A Tale of Delight is a delicate, intimate look at PTSD, a movie full of gradations and yet full swings of time, tone and development. Through the romance starting this film, we get to know the lead character, the real side of Mike. This after the breakthrough he was having from whatever tough upbringing he went through. We have a caring sister with her own problems, a supportive friend who now has kids to raise, a wimpy husband married to a control freak of a cousin.
In short, we have an afflicted Mike dealing with the invasive clumsiness of family and the expert, distanced therapy of a counselor and support house.
We hurt precisely because we're good, or want to be - that was the feeling I got from Mike, so I liked how long it takes us to get to know him.
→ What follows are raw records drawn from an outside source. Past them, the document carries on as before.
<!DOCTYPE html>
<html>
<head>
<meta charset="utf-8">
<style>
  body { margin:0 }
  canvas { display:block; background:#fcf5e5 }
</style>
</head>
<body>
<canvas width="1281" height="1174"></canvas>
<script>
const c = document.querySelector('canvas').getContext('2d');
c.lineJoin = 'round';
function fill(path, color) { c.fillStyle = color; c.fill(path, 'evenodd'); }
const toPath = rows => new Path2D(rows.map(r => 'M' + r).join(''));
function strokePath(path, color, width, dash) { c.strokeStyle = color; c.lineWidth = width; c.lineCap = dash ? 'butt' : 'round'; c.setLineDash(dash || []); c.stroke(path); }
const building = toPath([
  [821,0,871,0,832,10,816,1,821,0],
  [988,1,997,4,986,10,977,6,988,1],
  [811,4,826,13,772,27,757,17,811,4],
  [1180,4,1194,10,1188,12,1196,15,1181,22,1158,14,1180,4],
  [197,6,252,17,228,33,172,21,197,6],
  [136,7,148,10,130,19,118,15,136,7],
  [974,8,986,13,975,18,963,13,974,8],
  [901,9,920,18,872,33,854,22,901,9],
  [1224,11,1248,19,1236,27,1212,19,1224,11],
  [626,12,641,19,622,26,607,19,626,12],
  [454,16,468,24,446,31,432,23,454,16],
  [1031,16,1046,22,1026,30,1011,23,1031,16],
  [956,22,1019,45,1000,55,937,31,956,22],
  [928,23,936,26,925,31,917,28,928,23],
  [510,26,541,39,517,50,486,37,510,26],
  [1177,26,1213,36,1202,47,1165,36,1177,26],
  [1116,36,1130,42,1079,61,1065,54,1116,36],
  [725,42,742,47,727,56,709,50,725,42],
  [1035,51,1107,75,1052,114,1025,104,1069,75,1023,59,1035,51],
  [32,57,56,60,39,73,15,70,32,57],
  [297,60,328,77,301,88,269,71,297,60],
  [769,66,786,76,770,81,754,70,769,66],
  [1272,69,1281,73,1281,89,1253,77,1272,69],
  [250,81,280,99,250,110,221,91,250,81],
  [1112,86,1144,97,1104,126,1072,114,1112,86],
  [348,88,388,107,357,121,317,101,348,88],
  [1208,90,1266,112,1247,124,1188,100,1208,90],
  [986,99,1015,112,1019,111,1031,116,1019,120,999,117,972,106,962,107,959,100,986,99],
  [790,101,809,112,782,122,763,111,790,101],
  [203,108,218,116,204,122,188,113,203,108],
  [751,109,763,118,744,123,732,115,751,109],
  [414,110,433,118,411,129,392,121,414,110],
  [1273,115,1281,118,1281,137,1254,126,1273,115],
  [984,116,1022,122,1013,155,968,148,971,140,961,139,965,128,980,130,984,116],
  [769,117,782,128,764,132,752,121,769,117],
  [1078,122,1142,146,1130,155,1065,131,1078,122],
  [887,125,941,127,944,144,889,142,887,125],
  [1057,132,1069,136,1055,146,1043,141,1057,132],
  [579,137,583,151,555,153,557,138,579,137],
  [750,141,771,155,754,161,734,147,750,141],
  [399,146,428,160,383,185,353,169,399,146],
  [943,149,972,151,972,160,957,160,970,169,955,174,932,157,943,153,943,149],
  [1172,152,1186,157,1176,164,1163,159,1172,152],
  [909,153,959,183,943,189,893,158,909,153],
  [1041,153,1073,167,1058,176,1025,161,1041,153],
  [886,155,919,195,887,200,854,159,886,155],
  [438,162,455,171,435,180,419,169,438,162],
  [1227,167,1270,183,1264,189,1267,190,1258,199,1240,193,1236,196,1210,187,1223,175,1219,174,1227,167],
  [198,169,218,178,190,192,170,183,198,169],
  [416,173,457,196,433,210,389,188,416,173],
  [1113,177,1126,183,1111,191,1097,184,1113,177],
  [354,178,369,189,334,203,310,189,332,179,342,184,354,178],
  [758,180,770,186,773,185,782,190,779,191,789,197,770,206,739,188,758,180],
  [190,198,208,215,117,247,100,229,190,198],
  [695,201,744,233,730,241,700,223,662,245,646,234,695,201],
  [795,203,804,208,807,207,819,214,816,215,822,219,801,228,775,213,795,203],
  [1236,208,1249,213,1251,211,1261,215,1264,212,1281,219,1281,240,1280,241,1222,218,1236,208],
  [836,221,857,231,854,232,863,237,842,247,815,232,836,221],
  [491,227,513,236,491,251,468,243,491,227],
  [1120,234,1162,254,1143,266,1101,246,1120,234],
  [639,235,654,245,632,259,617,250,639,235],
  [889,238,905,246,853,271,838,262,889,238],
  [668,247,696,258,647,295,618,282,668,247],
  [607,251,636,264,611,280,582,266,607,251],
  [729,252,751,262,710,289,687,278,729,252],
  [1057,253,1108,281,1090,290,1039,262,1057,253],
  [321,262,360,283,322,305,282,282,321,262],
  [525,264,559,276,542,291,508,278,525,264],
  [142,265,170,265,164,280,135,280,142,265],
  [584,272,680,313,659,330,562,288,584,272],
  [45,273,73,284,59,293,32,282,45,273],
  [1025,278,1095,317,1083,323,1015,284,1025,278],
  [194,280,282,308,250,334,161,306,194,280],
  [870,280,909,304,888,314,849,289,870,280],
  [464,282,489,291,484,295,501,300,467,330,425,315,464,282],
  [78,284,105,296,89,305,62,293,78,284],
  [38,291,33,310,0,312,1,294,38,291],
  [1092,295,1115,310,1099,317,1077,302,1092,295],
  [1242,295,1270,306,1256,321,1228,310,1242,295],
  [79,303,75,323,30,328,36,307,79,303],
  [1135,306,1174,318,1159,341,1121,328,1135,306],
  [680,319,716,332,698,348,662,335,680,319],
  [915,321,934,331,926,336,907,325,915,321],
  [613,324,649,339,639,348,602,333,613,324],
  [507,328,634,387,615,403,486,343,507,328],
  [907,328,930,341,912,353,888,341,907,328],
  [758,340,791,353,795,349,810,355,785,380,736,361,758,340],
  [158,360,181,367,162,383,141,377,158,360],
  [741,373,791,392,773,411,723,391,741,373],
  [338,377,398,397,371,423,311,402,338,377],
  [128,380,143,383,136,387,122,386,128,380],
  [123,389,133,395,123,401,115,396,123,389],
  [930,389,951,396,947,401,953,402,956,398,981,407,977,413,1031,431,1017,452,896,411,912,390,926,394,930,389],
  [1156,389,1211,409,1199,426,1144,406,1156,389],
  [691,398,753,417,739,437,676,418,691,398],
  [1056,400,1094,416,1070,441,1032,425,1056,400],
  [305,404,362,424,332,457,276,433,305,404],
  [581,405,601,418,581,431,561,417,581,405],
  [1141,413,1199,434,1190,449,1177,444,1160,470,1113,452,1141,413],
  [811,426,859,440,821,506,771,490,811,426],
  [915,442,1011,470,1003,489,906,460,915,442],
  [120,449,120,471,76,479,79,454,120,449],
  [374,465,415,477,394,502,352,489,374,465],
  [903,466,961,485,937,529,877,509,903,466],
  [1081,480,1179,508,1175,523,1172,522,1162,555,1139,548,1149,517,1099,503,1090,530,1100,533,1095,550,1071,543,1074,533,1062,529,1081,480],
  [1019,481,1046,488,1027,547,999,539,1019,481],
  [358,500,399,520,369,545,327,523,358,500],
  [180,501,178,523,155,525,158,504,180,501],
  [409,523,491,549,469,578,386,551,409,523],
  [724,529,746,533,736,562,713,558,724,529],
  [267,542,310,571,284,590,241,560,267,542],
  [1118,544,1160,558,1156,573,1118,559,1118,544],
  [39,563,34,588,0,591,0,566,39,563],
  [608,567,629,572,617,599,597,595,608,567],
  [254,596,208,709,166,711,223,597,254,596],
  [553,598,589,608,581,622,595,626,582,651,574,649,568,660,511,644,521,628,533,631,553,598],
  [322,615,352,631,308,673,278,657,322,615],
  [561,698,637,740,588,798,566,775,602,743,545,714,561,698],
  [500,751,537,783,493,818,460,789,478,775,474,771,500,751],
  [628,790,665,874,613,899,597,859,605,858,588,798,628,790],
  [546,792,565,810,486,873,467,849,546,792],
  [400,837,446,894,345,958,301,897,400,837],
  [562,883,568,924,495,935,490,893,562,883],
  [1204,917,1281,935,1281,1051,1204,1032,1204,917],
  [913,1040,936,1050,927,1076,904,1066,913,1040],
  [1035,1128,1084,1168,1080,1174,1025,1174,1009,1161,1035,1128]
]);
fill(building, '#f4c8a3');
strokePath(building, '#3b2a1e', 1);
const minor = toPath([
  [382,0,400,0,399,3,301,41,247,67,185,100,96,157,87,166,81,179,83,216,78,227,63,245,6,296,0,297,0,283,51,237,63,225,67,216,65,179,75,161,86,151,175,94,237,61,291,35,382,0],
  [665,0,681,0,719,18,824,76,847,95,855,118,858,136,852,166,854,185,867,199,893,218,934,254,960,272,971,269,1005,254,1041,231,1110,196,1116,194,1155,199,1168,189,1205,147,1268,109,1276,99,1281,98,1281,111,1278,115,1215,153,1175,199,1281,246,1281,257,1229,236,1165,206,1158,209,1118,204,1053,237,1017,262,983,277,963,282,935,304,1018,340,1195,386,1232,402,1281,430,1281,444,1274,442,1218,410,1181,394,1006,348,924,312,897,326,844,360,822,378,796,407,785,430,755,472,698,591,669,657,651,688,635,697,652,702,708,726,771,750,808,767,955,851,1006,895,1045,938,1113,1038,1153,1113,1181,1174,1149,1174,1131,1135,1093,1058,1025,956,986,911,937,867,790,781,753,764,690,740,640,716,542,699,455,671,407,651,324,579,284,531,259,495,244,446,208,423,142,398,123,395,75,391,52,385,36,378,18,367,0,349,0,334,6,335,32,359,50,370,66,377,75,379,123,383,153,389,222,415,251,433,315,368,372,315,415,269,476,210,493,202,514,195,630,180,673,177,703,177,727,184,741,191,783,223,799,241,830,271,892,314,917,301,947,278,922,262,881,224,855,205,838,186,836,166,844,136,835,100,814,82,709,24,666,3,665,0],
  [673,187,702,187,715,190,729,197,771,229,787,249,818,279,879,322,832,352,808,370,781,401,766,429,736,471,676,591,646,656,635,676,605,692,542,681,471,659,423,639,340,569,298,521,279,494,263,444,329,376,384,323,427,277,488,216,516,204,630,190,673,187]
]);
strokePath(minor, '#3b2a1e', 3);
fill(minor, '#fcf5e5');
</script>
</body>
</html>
It goes well with the intimacy/intricacy of each scene, how exclusive it feels to witness how he treats a small girl around a Christmas tree, how he speaks directly to the camera at the harrowing end of this film.
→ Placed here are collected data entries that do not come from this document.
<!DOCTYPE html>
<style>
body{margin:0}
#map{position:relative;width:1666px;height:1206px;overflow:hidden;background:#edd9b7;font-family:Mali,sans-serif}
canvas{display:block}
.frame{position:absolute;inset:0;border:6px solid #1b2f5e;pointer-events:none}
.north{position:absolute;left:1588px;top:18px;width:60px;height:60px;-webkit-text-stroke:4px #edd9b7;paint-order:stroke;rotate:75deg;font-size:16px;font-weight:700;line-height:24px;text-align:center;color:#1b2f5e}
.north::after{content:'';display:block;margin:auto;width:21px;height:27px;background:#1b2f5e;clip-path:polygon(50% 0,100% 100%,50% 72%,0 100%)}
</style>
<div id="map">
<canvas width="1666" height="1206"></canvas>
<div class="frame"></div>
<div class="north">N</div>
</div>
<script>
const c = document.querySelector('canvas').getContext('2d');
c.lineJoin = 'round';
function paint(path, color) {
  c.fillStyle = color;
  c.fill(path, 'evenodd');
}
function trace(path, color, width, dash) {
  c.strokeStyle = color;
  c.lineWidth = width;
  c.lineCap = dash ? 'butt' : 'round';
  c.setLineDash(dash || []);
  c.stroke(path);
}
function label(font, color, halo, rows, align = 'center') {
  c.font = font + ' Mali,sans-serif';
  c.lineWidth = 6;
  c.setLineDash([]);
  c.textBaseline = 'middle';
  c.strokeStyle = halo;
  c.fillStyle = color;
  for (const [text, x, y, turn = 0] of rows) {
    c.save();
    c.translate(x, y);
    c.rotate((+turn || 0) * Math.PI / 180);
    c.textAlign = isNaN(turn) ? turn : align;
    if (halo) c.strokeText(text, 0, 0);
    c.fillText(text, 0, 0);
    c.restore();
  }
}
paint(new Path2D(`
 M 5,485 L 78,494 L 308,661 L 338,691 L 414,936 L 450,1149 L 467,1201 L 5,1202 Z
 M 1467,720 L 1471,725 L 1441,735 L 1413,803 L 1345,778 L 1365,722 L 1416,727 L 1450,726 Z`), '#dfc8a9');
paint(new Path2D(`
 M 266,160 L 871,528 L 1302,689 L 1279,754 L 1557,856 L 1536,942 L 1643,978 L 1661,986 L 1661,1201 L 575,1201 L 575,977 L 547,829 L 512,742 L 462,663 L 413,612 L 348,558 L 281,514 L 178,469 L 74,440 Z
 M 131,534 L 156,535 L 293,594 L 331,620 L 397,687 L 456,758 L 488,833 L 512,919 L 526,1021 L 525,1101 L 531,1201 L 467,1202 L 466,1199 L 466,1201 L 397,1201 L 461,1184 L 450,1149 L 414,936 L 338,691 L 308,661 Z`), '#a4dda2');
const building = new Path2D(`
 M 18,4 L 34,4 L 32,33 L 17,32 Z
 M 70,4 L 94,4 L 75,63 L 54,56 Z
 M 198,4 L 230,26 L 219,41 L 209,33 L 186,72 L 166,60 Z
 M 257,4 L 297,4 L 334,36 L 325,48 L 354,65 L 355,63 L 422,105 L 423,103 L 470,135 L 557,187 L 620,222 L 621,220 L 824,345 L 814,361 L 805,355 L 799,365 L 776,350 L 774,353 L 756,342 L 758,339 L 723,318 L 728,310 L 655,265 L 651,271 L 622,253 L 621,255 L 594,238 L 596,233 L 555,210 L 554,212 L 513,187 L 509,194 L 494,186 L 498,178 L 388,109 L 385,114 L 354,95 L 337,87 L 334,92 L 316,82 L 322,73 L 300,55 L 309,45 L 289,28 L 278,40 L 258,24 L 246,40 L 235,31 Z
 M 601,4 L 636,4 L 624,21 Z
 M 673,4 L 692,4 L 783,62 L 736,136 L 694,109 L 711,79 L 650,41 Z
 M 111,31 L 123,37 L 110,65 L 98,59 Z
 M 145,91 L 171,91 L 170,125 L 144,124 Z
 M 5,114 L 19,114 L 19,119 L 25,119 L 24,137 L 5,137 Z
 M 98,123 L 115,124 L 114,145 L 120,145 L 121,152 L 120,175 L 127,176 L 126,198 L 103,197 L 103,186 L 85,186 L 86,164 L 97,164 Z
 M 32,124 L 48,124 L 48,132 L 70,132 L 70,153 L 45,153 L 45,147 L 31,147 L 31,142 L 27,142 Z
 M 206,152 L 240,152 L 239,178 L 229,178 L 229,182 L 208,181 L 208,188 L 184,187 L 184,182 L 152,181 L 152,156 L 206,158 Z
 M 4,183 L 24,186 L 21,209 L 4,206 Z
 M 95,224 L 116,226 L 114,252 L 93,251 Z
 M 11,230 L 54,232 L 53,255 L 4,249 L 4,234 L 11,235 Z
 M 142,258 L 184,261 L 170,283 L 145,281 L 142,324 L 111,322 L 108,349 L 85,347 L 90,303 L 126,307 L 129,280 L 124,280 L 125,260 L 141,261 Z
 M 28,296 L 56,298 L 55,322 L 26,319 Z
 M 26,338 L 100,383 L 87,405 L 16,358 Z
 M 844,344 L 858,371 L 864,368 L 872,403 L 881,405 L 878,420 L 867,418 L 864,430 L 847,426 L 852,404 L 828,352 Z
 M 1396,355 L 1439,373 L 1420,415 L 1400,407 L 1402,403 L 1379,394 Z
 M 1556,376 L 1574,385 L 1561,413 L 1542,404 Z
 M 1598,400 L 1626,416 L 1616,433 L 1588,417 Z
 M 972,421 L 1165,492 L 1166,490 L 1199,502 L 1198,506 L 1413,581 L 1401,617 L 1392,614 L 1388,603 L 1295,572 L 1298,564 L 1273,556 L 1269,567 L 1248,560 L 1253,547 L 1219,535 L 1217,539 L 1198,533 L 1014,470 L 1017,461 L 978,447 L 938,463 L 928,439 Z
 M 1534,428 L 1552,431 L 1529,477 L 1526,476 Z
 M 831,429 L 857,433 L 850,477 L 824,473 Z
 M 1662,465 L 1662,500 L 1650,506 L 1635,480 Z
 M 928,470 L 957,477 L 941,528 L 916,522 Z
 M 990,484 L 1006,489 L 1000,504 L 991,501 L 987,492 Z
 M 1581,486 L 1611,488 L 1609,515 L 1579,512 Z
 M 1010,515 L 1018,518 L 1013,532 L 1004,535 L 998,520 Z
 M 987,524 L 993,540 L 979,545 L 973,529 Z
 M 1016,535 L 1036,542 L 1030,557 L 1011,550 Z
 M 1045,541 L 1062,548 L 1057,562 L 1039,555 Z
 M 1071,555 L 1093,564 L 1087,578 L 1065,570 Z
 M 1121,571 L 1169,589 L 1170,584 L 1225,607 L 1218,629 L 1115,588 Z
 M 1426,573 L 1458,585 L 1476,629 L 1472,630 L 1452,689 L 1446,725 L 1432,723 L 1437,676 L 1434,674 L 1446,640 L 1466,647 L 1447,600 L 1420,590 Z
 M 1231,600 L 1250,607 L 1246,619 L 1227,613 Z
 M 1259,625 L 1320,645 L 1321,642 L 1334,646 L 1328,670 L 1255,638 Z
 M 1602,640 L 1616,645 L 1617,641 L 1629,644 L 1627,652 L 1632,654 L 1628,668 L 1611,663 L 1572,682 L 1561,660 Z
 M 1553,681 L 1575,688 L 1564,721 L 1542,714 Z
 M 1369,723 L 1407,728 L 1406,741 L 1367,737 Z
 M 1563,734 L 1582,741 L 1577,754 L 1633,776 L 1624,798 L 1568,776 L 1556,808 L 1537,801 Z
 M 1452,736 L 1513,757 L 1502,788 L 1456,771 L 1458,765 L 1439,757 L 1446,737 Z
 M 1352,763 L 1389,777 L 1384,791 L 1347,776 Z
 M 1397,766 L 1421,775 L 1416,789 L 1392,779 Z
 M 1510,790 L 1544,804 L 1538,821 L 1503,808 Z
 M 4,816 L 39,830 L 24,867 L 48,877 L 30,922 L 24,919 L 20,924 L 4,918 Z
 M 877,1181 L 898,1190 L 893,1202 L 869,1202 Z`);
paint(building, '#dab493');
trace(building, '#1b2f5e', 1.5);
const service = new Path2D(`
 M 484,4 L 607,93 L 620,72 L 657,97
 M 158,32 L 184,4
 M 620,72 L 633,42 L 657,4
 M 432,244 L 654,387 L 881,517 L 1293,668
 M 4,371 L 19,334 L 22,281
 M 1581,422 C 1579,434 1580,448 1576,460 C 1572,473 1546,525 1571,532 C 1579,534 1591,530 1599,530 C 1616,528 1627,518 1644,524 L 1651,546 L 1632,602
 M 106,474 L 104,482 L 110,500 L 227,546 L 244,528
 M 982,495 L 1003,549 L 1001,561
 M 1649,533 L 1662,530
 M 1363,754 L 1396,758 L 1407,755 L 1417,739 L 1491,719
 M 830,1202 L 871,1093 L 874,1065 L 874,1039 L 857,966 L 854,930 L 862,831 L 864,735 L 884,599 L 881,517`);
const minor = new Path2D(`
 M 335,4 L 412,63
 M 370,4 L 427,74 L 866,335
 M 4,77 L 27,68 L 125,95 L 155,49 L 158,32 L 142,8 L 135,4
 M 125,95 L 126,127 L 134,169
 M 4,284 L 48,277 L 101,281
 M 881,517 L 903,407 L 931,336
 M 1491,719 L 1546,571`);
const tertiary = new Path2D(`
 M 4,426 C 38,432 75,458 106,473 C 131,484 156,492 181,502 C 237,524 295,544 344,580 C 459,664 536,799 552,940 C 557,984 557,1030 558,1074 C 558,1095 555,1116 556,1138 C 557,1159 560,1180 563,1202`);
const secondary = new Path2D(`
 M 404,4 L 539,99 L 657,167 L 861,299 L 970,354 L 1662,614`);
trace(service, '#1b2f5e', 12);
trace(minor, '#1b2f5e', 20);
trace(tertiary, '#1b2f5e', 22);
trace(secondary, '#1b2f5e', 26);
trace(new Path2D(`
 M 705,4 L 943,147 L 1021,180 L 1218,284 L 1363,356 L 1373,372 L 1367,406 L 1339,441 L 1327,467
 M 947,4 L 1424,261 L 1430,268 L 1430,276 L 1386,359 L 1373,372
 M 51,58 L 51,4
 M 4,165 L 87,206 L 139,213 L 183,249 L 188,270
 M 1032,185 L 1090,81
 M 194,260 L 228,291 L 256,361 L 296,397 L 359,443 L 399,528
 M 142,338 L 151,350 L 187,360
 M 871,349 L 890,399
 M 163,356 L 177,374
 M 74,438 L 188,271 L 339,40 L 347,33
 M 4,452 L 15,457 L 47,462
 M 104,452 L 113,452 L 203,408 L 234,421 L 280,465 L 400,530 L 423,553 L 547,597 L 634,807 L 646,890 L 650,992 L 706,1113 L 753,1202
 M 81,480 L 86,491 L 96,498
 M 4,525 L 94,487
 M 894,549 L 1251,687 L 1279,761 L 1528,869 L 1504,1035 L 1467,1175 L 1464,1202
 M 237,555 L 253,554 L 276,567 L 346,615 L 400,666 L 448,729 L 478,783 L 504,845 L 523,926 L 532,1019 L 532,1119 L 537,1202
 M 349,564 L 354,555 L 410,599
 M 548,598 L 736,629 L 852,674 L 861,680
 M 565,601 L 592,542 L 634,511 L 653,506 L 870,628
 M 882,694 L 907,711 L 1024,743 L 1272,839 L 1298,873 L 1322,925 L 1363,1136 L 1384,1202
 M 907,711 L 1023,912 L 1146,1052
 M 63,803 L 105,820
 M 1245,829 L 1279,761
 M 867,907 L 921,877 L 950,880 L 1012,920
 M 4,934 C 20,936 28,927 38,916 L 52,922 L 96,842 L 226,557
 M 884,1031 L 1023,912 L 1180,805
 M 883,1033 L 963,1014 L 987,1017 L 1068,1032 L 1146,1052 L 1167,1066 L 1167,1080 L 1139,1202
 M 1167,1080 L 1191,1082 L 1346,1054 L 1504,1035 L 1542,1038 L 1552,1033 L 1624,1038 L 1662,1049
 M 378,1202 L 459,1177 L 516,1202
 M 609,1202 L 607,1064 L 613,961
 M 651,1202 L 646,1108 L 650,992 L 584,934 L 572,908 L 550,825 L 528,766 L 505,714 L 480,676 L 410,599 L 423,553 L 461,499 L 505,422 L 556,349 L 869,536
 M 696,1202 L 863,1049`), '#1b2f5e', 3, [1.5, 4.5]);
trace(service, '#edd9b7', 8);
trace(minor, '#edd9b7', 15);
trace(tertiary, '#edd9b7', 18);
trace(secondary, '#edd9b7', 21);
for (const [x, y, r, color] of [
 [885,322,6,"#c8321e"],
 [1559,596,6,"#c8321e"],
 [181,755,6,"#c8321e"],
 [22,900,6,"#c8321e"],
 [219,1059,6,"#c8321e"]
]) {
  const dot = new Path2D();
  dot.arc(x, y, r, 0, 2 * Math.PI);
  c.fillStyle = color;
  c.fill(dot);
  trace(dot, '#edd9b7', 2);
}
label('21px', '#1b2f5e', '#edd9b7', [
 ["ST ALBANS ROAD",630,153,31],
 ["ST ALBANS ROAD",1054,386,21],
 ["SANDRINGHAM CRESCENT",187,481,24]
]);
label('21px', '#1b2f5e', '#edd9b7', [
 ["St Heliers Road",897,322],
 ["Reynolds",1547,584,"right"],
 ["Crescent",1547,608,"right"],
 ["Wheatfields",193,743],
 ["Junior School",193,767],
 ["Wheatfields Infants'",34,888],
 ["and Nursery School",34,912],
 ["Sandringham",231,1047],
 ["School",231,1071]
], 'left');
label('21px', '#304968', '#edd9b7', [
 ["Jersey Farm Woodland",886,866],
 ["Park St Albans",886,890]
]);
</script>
And what happens at the end can be up to interpretation, an appropriate un-sugarcoating of a serious issue affecting anyone who has to go through the type of hell Mike does, be they accident victims, men and women in uniform, sufferers of domestic violence, etc.
We often don't know how our kindness affects others. Mike's sister doesn't wait to find out. She, like the audience, like this amazing film, looks post traumatic stress straight in the eye.